Obviously, I am doing something wrong – why is it running slow?

Thank you for your help.

PS. The multi-second delay is on the line: cudaMemcpy(c, dev_c, N * sizeof(int), cudaMemcpyDeviceToHost);


#define N 500000

#include <stdlib.h>
#include <cuda_runtime.h>

global void add(int *a, int *b, int *c) {
int tid = blockIdx.x;
while(tid < N) {
c[tid] = a[tid] + b[tid];
tid += blockDim.x;
}
}

int main(void) {
int *a, *b, *c;
int *dev_a, *dev_b, *dev_c;

a = (int*)malloc(N * sizeof(int));
b = (int*)malloc(N * sizeof(int));
c = (int*)malloc(N * sizeof(int));

for(int i =0; i < N; i++){
	a[i] = i+1;
	b[i] = (i+1) * 2;
}

cudaMalloc((void**)&dev_a, N * sizeof(int));
cudaMalloc((void**)&dev_b, N * sizeof(int));
cudaMalloc((void**)&dev_c, N * sizeof(int));

cudaMemcpy(dev_a, a, N * sizeof(int), cudaMemcpyHostToDevice);
cudaMemcpy(dev_b, b, N * sizeof(int), cudaMemcpyHostToDevice);

add<<<1024, 1>>>(dev_a, dev_b, dev_c);

cudaMemcpy(c, dev_c, N * sizeof(int), cudaMemcpyDeviceToHost);

cudaFree(dev_a);
cudaFree(dev_b);
cudaFree(dev_c);

free(a);
free(b);
free(c);

}

You are using blocks with a single thread.
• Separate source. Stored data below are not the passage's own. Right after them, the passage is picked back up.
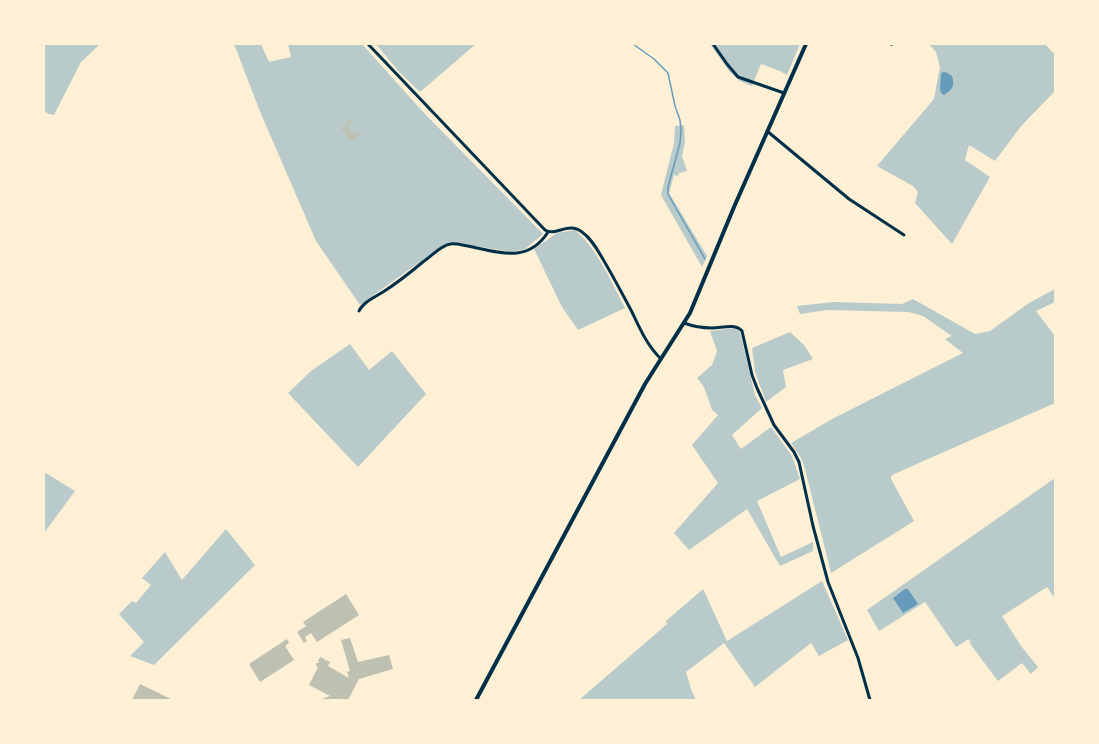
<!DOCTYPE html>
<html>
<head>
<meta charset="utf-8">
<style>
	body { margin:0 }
	#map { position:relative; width:1099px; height:744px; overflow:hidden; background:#fdf0d5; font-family:"IBM Plex Serif",serif }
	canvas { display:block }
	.frame { position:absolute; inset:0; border:45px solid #fdf0d5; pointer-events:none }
</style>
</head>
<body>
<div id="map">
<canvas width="1099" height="744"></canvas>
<div class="frame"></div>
</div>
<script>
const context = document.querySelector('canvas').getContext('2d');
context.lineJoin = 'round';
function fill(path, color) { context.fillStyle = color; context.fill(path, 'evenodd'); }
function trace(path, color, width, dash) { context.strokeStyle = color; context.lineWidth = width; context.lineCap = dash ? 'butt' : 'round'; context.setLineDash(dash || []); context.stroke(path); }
const green = new Path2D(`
	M44,44H100L81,62L54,115L49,114L44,111Z
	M234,44H261L269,62L291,57L288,44H362L424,113L543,234L525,249L512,252L450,242L443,245L360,305L316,241L261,114Z
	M376,44H476L420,92L400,73Z
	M710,44H800L787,75L780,71L761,64L752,86L740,81L729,71Z
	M929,44H1045L1053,53L1055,51V91L1022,125L995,161L969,145L965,160L990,177L952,244L915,203L918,192L913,186L877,166L934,99L940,67L936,52Z
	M684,125L685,142L682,156L687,171L679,173L678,176L674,175L669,193L707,256L702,267L661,195L674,143L675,126Z
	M575,230C598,250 611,281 625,308L578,330L562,307L534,249L557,233Z
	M1055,289V302L1036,311L1055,336V403L894,474L891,476V479L914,521L831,573L805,469L801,458L791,443L834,418L963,353L945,339L952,336L923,316L909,312L827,310L800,314L797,306L834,302L902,304L913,299L975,334L990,331L1029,303Z
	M735,328L740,332L755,395L762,408L732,435L741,449L771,427L792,456L800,479L757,501L781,557L813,542V551L780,566L747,509L689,550L674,533L718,483L692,445L718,415L712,410L704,387L697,378L712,365L717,351L710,331Z
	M790,332L804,345L813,359L783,370L786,387L766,402L755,372L752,348Z
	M350,344L369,370L392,351L426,394L358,467L288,393L311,371Z
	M44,472L75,491L44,533Z
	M1055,478V599L1047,587L1002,616L1021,646L1038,667L1031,674L1022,663L998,681L971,645L969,639L956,647L925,602L879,631L867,610Z
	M226,529L255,565L154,665L130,656L144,642L119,614L132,601L136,603L151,585L142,578L165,552L182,580Z
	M822,581L848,640L819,656L811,643L755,687L724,643L686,672L691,689L696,700H579L667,624L666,621L703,589L727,641Z`);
const water = new Path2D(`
	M943,72H946L952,76C955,86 953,89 944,95L941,93L940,89L941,73Z
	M905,589H908L918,604L903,613L893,598Z`);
const stream = new Path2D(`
	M633,44L654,59L668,73L675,106L680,120L681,130L680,143L668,187V194L705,259`);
const building = new Path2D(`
	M351,120L352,122L348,127L354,134L360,131L362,133L351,141L341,128Z
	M346,594L359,615L317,642L311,633L305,637L307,641L304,643L297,632L306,626L303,622Z
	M350,638L358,662L389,655L393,669L359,679L348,700H322V699L330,696L309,685L318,667L316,666V663H319L318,661L320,657L325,659V661L327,660L330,662L328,666L349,678L347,672L350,671L341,640Z
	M287,639L289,643L285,646L294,660L260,682L249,664Z
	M140,684L173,700H132Z`);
const service = new Path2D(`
	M889,44L892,45`);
const minor = new Path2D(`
	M368,44L545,230C556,237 568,221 582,232C592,239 598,251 604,261C614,278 623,295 632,312C640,329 647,345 660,358
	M713,44L727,64L738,77L784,93
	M767,131L849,199L904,235
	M359,311C363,302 375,297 383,292C397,283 411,272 424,261C432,256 440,246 450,244C455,243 462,245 468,246C498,252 528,264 548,232
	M684,323C692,326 703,328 712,328C722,328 735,323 742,331L752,375L757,388L774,425L794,452L799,462L813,526L828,582L858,658L870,700`);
const secondary = new Path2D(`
	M476,700L645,384L690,313L734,207L806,44`);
fill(green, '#b9caca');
fill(water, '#669bbc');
trace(stream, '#669bbc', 1.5);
fill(building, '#bec0b2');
trace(service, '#003049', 1.5);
trace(minor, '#003049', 3);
trace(secondary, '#003049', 4);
</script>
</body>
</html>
Almost all your CUDA cores are idles.

Thanks for your reply.

I thought <<<1024, 1>>> asks CUDA to invoke my device function on at most 1024 concurrent blocks. So, this is where I expected the parallelism would come from. Did I understand you correctly that the degree of parallelism is solely controlled by the second parameter (1 in this case)?

The other thing that puzzles me is that I only try to execute 500000 additions, but yet it takes seconds to execute. Even on a single core this should complete in a few milliseconds, but yet I have to wait for cudaMemcpy(c, dev_c, N * sizeof(int), cudaMemcpyDeviceToHost) for about 5 seconds. Also, during that 5 seconds, the CPU utilization is high, which makes no sense to me since I would expect the CPU to be idle if all processing is on a GPU. Could it be that I am executing on a simulator instead of the device? How do I check that?

Thank you.

You are also doing close to 500.000.000 additions, not 500.000, as the loop increment is wrong so that each block is doing (almost) the whole work again.

tid += blockDim.x;

should be

tid += gridDim.x;

No, it is controlled by both parameters (there is parallelism on the thread and on the block level). Check chapter 2 of the Programming Guide.

The CPU is busy-waiting for the results of the kernel call before the cudaMemcpy() can be performed. You can change that behavior with [font=“Courier New”]cudaSetDeviceFlags(cudaDeviceScheduleBlockingSync)[/font].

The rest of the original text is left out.